[Directions for this task]: Go through the data below and count every line that has the word "with". Return only the count.

::: The data

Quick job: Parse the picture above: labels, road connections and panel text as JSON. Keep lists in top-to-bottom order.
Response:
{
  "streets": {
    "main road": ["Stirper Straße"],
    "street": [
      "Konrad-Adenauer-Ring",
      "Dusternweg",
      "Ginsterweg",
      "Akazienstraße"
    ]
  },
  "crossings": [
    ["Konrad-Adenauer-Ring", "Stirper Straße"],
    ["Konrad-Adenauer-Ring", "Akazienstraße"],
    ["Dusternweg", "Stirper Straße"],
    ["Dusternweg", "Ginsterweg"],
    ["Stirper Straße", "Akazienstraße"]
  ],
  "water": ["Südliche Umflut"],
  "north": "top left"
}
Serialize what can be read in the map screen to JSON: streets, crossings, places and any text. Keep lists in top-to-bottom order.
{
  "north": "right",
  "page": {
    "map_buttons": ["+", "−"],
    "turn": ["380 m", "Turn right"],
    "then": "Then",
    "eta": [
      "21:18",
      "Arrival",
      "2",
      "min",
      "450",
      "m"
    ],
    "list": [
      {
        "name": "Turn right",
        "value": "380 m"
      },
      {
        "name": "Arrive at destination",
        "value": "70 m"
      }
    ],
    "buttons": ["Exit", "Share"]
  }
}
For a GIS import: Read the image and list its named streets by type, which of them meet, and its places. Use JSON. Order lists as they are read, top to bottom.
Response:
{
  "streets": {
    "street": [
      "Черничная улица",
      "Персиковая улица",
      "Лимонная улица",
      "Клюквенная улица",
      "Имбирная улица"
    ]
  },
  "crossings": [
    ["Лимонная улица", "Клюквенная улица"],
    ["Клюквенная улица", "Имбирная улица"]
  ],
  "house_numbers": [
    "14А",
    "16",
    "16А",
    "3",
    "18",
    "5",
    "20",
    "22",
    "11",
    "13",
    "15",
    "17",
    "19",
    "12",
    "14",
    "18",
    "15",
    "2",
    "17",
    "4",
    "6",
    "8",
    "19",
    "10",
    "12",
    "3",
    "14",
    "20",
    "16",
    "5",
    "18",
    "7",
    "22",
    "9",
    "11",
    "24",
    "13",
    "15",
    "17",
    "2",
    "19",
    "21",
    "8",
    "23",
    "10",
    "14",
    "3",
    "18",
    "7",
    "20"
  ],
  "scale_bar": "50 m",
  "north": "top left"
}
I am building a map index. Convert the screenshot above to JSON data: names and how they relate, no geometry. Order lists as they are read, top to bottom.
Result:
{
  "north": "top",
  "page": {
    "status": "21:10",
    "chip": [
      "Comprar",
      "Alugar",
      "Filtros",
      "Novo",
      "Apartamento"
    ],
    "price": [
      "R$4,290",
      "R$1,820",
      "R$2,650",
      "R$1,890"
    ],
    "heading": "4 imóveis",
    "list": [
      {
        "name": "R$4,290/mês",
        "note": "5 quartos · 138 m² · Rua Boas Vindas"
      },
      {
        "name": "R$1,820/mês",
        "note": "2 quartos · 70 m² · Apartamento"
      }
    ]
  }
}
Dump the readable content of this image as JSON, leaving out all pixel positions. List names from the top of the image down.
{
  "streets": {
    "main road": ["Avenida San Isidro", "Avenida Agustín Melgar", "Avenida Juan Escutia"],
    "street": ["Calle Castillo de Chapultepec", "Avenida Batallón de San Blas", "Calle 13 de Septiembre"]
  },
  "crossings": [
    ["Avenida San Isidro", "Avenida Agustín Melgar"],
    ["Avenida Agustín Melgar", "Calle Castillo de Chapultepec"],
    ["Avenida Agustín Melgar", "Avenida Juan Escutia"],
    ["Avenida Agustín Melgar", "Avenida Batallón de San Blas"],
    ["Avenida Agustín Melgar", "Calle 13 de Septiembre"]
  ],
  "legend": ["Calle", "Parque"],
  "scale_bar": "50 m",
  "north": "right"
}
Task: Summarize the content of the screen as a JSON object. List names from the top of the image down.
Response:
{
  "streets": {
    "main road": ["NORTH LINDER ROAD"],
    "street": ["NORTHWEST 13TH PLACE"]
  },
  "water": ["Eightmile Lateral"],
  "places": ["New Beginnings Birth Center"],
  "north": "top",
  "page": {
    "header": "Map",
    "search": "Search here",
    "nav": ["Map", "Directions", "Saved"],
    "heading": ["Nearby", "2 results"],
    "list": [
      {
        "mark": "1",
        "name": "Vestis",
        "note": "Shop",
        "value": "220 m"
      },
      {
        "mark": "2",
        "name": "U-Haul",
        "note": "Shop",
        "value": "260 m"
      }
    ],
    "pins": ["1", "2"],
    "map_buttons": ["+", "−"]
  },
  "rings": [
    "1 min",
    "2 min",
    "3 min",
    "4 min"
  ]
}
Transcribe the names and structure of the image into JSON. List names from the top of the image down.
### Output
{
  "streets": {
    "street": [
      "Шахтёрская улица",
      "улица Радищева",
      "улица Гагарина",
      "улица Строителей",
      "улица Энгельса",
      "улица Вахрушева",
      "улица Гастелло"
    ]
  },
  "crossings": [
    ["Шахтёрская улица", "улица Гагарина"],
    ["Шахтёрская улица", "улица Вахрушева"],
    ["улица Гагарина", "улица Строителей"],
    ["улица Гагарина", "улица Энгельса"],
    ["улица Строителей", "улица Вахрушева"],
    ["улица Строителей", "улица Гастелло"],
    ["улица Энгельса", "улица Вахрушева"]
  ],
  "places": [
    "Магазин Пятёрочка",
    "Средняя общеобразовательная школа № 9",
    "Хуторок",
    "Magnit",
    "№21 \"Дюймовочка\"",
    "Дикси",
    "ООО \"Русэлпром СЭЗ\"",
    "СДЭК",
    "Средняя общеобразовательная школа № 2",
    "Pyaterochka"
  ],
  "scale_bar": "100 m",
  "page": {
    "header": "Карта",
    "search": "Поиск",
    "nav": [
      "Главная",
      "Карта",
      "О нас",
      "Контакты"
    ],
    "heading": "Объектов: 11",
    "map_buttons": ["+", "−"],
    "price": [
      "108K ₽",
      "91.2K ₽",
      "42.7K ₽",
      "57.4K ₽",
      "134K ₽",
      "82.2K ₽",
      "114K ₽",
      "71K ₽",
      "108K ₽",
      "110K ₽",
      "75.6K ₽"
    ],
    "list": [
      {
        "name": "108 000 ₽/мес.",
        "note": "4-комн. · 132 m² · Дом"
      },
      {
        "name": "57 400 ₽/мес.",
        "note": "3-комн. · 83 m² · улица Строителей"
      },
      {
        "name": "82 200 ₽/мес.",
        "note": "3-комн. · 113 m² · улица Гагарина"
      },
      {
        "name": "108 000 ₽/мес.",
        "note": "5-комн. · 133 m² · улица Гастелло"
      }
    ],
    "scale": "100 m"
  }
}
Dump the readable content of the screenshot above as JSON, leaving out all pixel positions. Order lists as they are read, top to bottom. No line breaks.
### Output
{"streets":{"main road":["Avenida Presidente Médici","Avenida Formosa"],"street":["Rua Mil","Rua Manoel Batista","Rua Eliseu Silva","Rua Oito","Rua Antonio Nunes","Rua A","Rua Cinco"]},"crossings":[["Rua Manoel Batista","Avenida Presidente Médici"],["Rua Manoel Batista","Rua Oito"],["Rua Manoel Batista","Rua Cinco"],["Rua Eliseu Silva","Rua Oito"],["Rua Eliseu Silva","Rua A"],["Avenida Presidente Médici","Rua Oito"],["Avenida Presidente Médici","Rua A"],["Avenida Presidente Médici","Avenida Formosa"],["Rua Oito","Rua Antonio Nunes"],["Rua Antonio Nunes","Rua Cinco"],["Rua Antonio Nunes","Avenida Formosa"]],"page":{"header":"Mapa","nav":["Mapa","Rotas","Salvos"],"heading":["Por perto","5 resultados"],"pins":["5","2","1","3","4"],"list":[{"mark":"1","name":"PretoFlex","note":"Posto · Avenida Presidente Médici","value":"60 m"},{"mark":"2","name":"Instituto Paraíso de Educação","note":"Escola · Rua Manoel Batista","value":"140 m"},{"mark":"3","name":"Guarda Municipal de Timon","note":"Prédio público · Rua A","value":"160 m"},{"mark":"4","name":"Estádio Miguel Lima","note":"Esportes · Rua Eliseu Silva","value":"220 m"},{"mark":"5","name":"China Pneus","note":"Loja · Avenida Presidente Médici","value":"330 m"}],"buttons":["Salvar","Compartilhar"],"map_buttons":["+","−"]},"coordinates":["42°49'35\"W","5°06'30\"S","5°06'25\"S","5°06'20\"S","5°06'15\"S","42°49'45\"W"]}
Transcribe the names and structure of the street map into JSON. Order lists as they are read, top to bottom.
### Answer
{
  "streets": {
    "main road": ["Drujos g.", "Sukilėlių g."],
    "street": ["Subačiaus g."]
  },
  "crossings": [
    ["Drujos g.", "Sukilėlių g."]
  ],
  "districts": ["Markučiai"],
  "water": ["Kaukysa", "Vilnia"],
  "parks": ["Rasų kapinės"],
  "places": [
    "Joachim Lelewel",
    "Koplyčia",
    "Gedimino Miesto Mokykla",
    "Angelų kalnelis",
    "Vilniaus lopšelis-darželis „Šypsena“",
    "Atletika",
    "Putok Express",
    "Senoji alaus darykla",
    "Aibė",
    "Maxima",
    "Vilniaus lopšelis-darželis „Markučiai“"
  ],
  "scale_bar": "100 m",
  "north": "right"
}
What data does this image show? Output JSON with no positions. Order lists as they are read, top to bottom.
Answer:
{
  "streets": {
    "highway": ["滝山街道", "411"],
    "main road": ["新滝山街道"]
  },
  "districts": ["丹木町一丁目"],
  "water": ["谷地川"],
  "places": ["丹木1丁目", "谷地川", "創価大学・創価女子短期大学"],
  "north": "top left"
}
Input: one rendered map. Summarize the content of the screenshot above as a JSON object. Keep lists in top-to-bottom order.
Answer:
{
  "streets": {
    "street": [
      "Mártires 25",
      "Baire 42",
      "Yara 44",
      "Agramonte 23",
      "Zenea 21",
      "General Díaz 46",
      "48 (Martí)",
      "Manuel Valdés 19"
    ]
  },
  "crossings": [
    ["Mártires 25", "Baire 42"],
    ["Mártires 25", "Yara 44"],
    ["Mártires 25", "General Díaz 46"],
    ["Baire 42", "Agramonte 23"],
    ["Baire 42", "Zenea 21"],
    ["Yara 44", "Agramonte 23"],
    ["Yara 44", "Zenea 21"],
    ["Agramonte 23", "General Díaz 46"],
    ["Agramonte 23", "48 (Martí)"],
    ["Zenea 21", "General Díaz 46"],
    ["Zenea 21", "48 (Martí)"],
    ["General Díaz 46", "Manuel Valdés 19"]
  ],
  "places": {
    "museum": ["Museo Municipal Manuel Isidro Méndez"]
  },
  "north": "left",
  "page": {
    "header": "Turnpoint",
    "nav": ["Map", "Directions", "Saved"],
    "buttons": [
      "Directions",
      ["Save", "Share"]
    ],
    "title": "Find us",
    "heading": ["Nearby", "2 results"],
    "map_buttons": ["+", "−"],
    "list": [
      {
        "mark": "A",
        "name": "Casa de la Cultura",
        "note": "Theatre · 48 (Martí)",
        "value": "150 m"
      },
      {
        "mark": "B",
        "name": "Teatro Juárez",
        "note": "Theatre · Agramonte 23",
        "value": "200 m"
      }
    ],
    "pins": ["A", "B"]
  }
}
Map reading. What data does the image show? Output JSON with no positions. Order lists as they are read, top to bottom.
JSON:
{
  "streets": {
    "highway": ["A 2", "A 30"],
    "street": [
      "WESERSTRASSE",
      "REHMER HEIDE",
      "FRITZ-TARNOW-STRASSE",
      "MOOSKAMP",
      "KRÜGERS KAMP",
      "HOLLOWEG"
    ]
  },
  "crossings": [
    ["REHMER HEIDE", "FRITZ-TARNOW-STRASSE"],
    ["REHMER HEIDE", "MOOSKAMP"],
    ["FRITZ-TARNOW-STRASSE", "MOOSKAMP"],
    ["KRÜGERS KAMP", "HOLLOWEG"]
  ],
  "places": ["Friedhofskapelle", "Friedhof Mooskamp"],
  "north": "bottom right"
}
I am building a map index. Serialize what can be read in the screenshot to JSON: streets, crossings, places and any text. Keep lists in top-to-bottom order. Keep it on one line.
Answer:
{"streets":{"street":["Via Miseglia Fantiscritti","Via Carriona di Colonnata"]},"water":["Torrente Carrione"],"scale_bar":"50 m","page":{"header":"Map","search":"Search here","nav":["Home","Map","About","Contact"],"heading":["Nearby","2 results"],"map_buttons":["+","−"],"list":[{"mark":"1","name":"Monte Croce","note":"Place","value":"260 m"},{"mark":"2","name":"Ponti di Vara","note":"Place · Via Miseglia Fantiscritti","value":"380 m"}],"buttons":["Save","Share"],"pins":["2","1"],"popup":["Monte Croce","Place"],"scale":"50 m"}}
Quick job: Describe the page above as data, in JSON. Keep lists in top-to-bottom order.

::::::

[Your response]: 2